=== Your assignment ===
Collect every line of the records below that contains the word "task".

=== Information ===
★ ★ ★ ★

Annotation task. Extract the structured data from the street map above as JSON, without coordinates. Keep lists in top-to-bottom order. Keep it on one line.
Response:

★ ★ ★ ★

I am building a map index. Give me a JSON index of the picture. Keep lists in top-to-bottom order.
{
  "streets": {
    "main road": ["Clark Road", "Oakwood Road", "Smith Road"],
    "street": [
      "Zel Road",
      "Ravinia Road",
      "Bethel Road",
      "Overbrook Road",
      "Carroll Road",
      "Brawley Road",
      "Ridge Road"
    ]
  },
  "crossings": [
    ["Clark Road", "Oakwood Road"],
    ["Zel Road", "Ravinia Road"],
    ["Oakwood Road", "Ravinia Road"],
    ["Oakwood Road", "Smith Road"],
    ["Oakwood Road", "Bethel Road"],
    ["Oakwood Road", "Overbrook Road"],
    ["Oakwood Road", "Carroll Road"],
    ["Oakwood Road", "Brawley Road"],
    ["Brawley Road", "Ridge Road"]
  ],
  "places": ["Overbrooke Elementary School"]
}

★ ★ ★ ★

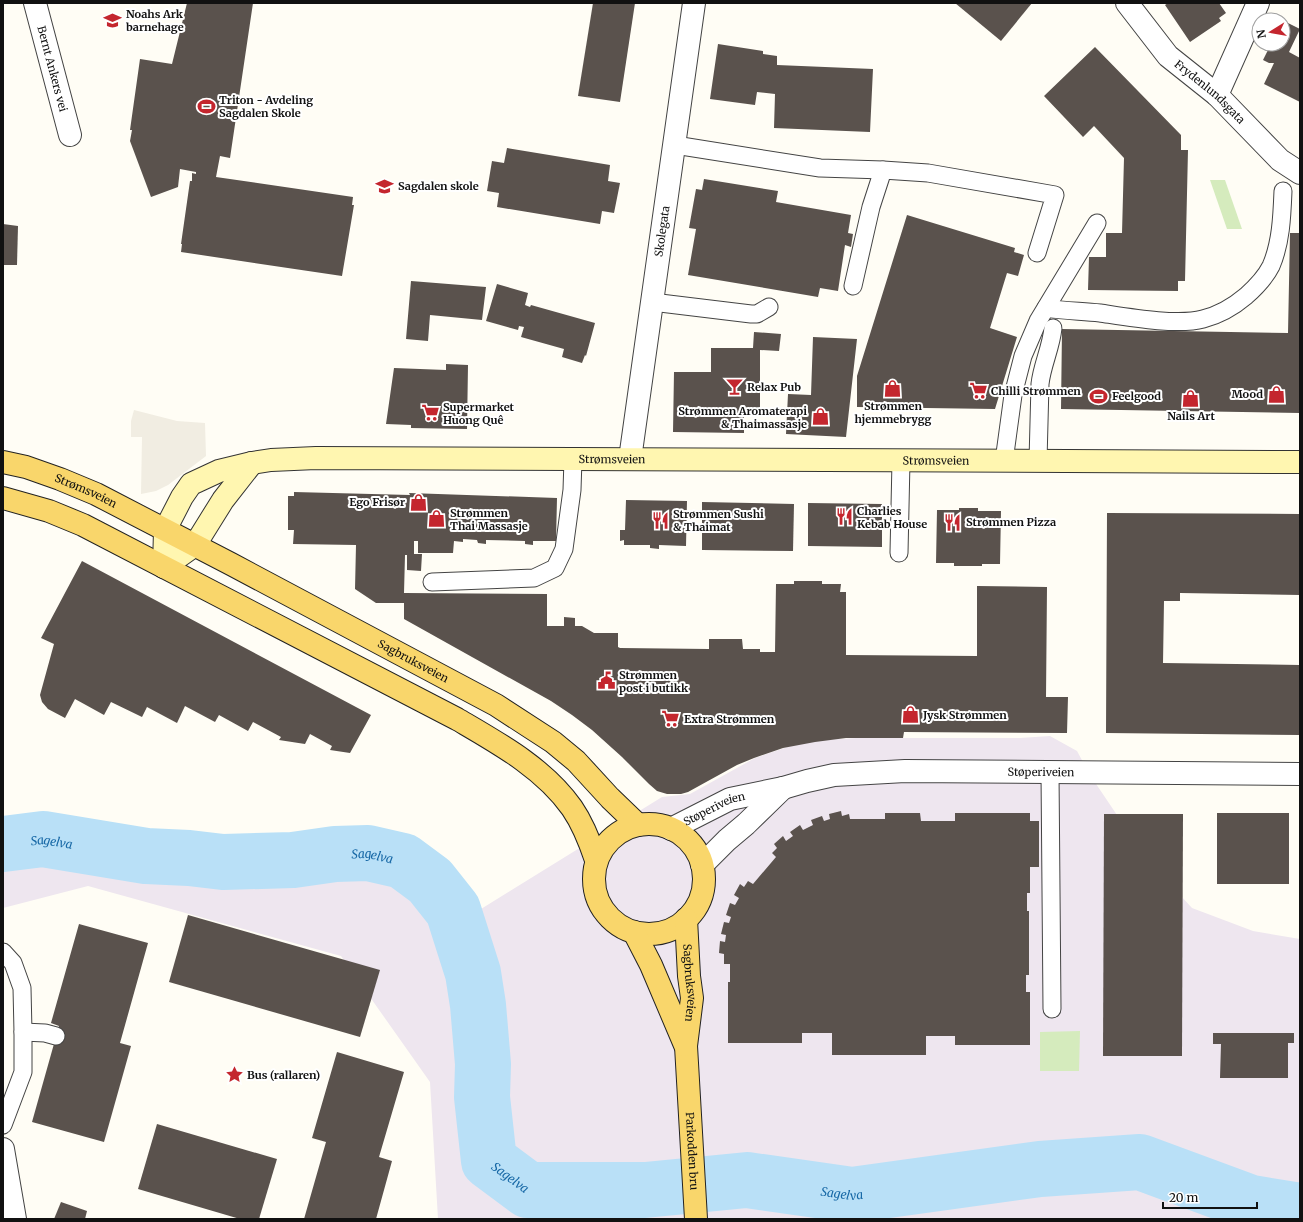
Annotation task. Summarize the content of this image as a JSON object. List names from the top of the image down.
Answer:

★ ★ ★ ★

=== Output for this exercise ===
Annotation task. Extract the structured data from the street map above as JSON, without coordinates. Keep lists in top-to-bottom order. Keep it on one line.
Annotation task. Summarize the content of this image as a JSON object. List names from the top of the image down.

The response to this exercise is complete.